╭─ RECORDS TO PROCESS

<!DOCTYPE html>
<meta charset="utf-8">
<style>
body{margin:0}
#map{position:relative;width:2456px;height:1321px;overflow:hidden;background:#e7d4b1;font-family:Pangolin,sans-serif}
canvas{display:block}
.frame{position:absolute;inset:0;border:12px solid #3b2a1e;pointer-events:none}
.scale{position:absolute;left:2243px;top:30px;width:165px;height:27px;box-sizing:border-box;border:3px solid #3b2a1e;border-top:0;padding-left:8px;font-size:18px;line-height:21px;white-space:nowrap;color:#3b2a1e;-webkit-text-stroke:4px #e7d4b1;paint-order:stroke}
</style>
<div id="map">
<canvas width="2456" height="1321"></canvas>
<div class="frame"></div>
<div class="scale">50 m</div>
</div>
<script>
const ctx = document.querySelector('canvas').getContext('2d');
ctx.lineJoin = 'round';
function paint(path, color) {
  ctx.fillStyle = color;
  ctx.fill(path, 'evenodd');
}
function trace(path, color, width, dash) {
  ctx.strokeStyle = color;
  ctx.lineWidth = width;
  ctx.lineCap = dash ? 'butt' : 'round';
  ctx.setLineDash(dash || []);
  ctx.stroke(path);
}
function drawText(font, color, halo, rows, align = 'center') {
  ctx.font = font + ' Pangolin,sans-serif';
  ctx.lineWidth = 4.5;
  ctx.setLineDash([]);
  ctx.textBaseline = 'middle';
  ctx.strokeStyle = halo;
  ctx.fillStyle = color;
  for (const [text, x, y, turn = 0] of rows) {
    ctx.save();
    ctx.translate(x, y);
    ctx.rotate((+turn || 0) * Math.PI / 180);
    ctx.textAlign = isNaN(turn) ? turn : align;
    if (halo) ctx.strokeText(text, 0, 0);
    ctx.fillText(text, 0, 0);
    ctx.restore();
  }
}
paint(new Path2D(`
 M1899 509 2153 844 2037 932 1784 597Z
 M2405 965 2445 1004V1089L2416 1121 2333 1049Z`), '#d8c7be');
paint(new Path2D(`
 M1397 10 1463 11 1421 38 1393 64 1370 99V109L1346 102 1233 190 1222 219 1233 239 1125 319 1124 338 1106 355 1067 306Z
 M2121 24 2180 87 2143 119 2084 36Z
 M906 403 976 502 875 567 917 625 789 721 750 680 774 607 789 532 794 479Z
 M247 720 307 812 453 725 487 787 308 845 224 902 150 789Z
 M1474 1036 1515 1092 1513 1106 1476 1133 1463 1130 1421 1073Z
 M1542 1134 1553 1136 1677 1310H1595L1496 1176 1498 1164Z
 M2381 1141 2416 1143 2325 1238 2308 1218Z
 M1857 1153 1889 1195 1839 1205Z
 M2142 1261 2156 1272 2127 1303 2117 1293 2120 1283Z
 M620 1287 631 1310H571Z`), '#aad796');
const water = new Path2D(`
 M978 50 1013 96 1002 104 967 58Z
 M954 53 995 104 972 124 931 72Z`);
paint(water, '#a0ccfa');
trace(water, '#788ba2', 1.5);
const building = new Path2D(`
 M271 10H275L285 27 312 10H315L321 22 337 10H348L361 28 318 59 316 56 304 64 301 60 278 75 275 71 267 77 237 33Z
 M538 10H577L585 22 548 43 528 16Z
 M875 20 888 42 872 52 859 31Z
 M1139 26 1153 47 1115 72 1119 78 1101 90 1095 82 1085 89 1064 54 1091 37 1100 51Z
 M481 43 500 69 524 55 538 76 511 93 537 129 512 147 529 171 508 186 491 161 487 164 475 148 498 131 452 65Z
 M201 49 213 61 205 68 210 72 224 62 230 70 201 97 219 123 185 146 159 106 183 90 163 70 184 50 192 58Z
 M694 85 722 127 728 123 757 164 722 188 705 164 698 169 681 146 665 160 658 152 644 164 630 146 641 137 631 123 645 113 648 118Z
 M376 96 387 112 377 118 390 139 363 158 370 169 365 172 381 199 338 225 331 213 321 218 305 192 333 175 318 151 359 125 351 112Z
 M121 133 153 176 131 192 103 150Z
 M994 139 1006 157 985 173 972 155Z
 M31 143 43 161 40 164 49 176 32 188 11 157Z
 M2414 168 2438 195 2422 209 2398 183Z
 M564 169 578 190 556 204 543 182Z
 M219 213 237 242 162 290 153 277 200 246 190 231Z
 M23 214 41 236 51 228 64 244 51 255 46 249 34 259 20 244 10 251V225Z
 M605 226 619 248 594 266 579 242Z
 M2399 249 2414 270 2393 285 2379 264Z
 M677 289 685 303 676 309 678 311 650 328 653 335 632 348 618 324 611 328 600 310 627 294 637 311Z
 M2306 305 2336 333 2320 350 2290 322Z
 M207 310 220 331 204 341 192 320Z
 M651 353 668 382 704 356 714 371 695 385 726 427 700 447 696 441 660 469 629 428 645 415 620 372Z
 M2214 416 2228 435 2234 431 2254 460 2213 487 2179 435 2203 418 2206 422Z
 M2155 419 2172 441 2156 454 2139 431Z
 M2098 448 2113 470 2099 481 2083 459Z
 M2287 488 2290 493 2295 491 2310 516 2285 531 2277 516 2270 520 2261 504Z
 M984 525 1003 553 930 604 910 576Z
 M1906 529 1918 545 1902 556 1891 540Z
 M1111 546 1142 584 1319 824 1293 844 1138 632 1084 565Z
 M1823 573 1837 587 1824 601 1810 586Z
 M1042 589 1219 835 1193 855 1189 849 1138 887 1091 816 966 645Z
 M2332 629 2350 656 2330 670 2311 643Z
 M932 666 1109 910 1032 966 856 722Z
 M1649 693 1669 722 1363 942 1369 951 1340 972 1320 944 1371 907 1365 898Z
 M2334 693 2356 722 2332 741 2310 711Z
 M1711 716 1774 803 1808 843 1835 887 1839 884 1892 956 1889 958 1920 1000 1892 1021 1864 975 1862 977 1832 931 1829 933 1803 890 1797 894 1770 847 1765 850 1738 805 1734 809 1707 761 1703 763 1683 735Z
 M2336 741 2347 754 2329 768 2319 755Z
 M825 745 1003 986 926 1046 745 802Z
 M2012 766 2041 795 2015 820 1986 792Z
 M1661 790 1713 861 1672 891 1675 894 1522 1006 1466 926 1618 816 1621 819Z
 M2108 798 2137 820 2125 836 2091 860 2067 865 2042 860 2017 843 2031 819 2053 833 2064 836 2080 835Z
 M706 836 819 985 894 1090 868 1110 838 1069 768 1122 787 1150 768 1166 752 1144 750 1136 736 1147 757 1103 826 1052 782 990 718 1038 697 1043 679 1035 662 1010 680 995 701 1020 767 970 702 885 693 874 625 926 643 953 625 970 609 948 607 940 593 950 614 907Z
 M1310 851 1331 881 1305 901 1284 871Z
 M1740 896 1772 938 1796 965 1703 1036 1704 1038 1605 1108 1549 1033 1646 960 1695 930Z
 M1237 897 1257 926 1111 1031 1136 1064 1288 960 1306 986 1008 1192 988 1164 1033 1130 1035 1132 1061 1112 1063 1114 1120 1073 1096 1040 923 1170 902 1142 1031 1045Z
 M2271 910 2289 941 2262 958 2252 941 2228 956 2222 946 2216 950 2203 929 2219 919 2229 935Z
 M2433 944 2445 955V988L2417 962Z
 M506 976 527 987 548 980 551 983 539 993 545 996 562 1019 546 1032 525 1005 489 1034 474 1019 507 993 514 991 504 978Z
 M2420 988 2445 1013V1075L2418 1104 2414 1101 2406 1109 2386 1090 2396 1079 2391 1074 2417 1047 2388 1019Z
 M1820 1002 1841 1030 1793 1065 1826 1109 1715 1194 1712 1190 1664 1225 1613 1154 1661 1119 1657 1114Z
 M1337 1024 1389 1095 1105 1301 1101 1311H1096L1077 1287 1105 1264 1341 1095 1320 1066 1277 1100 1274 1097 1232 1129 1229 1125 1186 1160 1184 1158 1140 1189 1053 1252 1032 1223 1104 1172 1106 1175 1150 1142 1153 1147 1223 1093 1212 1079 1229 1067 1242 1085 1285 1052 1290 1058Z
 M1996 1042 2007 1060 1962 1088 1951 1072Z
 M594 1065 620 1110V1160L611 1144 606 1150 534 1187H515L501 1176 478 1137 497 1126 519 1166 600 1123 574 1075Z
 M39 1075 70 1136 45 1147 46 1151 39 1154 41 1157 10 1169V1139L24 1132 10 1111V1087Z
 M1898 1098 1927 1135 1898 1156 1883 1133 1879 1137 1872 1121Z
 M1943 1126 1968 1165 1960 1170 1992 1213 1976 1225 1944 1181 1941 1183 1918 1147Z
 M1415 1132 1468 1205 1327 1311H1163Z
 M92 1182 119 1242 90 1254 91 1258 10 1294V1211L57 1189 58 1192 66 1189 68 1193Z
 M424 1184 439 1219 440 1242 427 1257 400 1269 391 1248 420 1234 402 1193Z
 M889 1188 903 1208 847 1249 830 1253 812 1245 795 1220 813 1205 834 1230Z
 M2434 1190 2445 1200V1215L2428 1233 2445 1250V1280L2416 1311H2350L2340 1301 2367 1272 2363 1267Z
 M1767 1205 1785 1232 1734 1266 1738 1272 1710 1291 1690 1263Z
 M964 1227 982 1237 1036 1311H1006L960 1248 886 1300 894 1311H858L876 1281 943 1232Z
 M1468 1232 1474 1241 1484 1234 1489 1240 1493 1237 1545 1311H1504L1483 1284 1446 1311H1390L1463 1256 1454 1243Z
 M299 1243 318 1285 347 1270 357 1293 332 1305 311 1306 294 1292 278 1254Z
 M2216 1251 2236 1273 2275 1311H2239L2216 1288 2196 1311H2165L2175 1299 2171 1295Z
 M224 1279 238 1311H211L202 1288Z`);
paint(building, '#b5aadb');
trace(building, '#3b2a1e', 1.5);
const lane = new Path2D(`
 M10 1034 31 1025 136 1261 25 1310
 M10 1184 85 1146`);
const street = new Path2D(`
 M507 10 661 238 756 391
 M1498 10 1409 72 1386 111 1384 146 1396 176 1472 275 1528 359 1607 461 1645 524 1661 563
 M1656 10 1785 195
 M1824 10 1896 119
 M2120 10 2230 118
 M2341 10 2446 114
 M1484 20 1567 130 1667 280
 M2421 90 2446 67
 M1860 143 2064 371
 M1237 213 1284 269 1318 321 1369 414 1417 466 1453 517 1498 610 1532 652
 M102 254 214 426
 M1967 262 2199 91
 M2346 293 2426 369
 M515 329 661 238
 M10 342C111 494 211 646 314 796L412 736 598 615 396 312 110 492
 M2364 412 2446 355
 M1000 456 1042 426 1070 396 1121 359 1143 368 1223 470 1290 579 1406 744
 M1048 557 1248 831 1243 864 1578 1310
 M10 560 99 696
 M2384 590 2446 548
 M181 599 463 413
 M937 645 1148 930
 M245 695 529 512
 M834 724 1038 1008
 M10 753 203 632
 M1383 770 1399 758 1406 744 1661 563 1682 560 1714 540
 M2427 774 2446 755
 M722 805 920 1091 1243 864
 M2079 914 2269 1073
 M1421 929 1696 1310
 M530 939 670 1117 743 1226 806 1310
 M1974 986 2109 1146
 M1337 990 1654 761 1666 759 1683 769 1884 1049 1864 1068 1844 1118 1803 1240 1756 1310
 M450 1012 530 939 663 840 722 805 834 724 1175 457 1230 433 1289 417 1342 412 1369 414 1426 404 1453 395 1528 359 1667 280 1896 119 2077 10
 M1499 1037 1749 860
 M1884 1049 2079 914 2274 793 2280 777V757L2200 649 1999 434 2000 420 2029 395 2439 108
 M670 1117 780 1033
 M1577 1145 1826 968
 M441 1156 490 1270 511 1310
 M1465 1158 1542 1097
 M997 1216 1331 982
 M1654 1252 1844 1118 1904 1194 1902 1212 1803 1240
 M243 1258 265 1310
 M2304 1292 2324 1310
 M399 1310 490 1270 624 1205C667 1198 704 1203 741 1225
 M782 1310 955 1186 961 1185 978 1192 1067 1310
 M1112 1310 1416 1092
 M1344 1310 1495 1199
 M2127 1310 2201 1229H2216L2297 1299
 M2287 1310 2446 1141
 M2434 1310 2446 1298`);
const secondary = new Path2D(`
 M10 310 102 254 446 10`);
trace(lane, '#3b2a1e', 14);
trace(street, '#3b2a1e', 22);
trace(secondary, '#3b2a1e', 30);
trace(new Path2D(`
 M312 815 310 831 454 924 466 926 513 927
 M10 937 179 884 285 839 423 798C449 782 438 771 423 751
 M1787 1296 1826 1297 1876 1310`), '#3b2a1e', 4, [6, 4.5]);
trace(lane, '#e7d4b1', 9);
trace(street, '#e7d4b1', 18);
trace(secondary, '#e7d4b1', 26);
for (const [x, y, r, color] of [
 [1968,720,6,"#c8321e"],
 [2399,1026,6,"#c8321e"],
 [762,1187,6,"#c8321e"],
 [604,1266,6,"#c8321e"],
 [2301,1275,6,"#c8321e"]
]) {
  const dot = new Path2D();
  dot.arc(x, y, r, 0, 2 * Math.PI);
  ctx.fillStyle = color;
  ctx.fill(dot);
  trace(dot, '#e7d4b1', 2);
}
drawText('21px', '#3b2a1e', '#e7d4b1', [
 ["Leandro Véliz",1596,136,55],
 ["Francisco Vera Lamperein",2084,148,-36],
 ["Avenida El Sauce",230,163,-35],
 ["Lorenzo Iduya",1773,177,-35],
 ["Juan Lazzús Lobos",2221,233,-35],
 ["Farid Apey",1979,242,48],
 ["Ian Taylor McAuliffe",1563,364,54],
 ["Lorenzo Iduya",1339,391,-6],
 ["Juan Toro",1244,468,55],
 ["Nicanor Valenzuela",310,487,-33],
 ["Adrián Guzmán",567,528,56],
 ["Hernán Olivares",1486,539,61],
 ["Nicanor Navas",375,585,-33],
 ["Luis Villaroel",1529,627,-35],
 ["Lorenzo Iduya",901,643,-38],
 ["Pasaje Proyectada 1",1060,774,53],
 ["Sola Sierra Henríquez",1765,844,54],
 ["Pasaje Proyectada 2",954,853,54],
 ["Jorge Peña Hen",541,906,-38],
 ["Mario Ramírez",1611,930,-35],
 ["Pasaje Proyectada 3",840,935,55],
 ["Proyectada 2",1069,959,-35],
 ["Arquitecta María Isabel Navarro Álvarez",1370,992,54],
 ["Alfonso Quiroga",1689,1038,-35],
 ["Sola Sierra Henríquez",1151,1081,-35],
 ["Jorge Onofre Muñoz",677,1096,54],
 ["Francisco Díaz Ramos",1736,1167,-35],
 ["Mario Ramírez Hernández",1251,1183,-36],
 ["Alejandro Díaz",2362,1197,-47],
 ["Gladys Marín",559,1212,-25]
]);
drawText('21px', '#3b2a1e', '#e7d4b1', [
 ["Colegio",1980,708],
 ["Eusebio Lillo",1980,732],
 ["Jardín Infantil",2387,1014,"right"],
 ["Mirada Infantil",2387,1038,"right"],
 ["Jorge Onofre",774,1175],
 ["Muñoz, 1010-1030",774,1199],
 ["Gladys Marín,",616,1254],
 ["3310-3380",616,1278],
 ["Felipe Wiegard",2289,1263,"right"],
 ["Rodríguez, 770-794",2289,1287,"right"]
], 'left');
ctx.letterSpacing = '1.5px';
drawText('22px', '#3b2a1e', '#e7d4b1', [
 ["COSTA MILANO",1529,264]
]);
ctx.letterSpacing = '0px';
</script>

╰─

◆ EXERCISE REQUIREMENTS ◆
Scan the records above for the word "setLineDash". Copy each line that has it.

◆ REPLY TO THE TASK ◆
  ctx.setLineDash(dash || []);
  ctx.setLineDash([]);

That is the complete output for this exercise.